Guest Post By Graham Lloyd, Industry Principal of Financial Services at Pegasystems. Graham explains how omni-channel is the key to customer engagement in the FS industry… There’s never been a better time to be financial services customer – in theory, at least. Once upon a time, if you had a query about your bank account or insurance policy, you either had to go into a physical branch to find an answer to your question, or sit on a telephone line during office hours waiting for an operative to answer your call.
Today, of course, that has all changed. If you want to ask your financial services provider a question, you can communicate by email, social media, telephone and expect a response no matter what time of day you reach out.
However, customers very rarely use the same channels for every interaction.
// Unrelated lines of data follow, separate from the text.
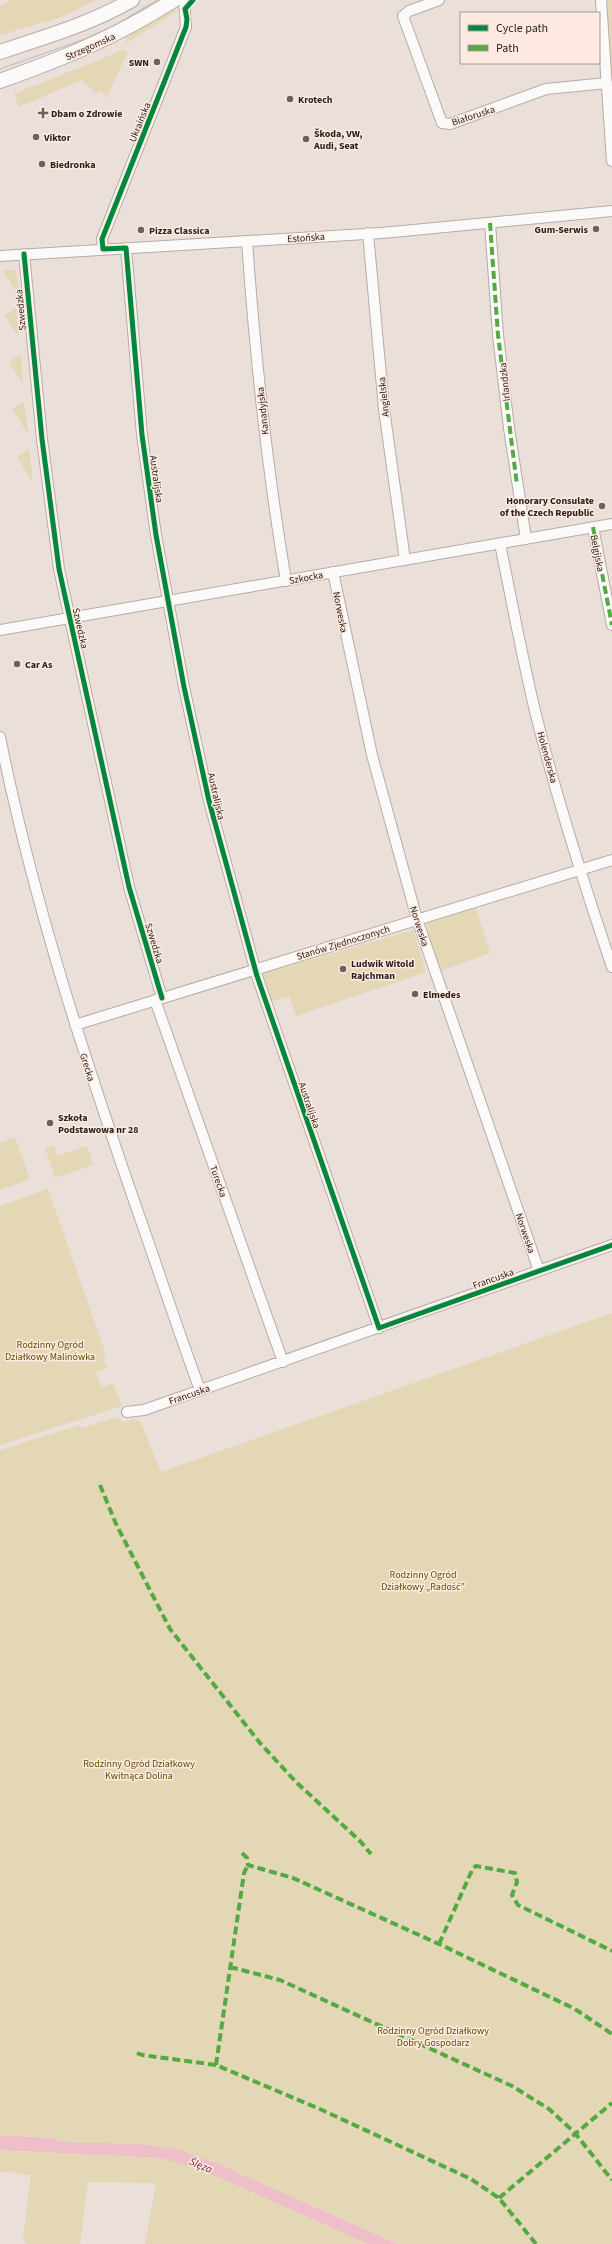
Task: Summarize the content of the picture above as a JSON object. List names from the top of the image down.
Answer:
{
  "streets": {
    "main road": ["Strzegomska"],
    "street": [
      "Białoruska",
      "Ukraińska",
      "Estońska",
      "Szwedzka",
      "Irlandzka",
      "Angielska",
      "Kanadyjska",
      "Australijska",
      "Belgijska",
      "Szkocka",
      "Norweska",
      "Holenderska",
      "Stanów Zjednoczonych",
      "Grecka",
      "Turecka",
      "Francuska"
    ]
  },
  "crossings": [
    ["Ukraińska", "Estońska"],
    ["Estońska", "Szwedzka"],
    ["Estońska", "Irlandzka"],
    ["Estońska", "Angielska"],
    ["Estońska", "Kanadyjska"],
    ["Estońska", "Australijska"],
    ["Szwedzka", "Szkocka"],
    ["Szwedzka", "Stanów Zjednoczonych"],
    ["Szwedzka", "Turecka"],
    ["Irlandzka", "Szkocka"],
    ["Angielska", "Szkocka"],
    ["Kanadyjska", "Szkocka"],
    ["Australijska", "Szkocka"],
    ["Australijska", "Stanów Zjednoczonych"],
    ["Australijska", "Francuska"],
    ["Belgijska", "Szkocka"],
    ["Szkocka", "Norweska"],
    ["Szkocka", "Holenderska"],
    ["Norweska", "Stanów Zjednoczonych"],
    ["Norweska", "Francuska"],
    ["Holenderska", "Stanów Zjednoczonych"],
    ["Stanów Zjednoczonych", "Grecka"],
    ["Stanów Zjednoczonych", "Turecka"],
    ["Grecka", "Francuska"],
    ["Turecka", "Francuska"]
  ],
  "water": ["Ślęza"],
  "parks": [
    "Rodzinny Ogród Działkowy Malinówka",
    "Rodzinny Ogród Działkowy „Radość”",
    "Rodzinny Ogród Działkowy Kwitnąca Dolina",
    "Rodzinny Ogród Działkowy Dobry Gospodarz"
  ],
  "places": {
    "other": [
      "SWN",
      "Krotech",
      "Viktor",
      "Škoda, VW, Audi, Seat",
      "Biedronka",
      "Gum-Serwis",
      "Pizza Classica",
      "Honorary Consulate of the Czech Republic",
      "Car As",
      "Ludwik Witold Rajchman",
      "Elmedes",
      "Szkoła Podstawowa nr 28"
    ],
    "health": ["Dbam o Zdrowie"]
  },
  "legend": ["Cycle path", "Path"]
}
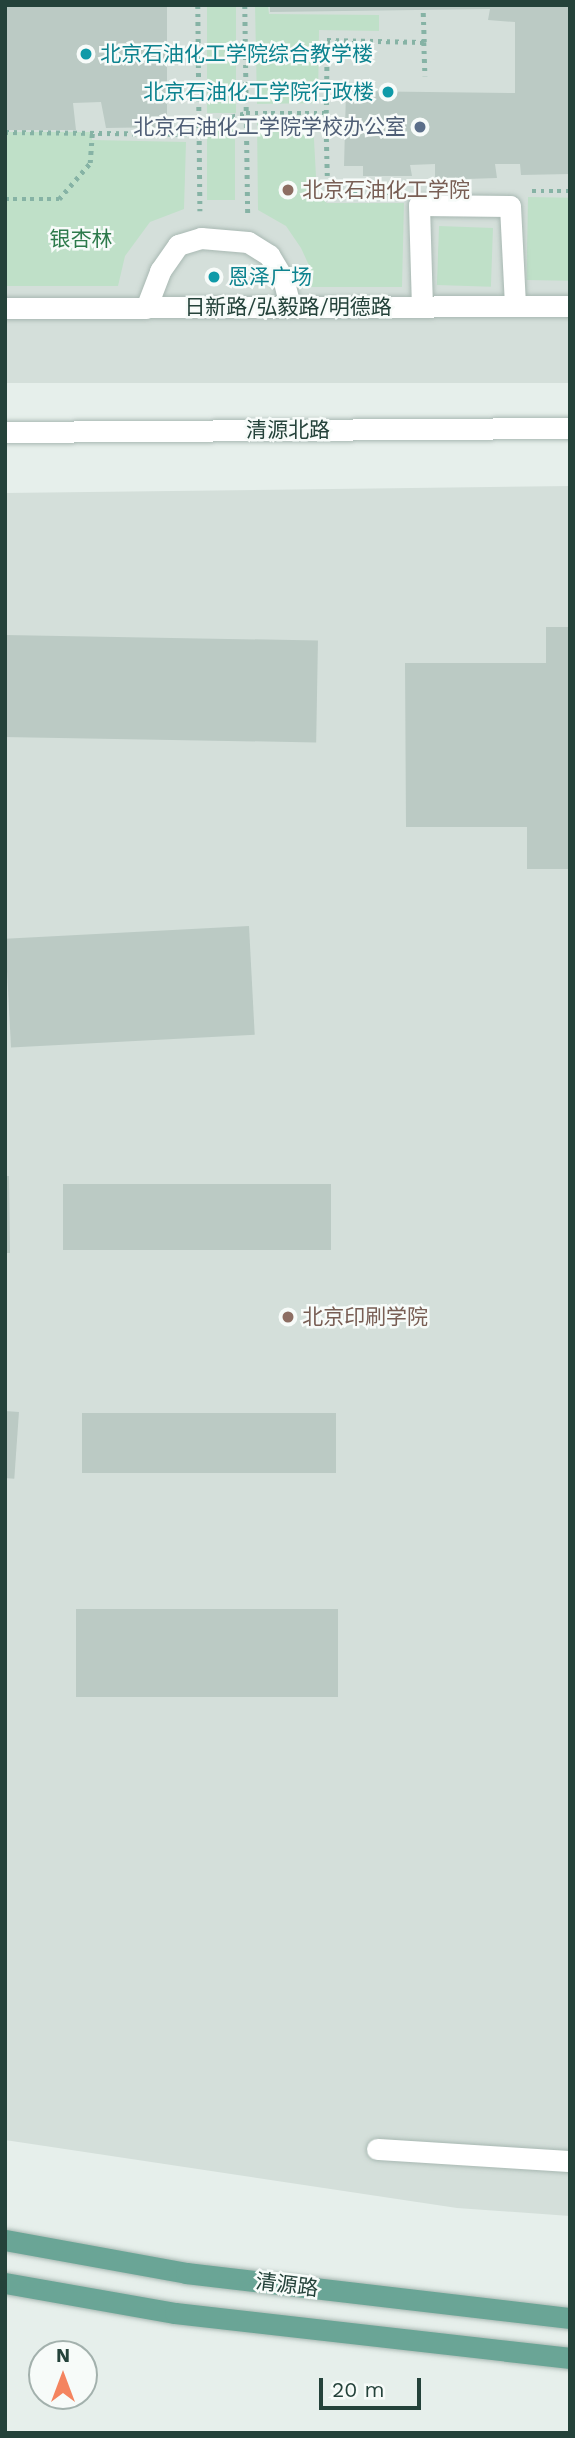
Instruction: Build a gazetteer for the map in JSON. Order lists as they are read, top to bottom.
{
  "streets": {
    "main road": ["清源路"],
    "street": ["日新路/弘毅路/明德路", "清源北路"]
  },
  "parks": ["银杏林"],
  "places": [
    "北京石油化工学院综合教学楼",
    "北京石油化工学院行政楼",
    "北京石油化工学院学校办公室",
    "北京石油化工学院",
    "恩泽广场",
    "北京印刷学院"
  ],
  "scale_bar": "20 m",
  "north": "top"
}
For example, a customer may choose to make a complaint about poor service they’ve received from an insurance company using Twitter, but then choose use an online chat facility or a telephone call to find out if they can get themselves a better premium. This can create problems for the provider.
The insurer above still needs to consolidate all this into the single customer picture that is so necessary to shape and deliver excellent service. But it takes a great deal of time and effort to bring together each interaction conducted on each separate channel, not least because, for many firms, it’s a quasi-manual exercise. This can lead to costly errors with high potential to cause upset, annoyance and, in extreme cases, even see the customer taking their business elsewhere.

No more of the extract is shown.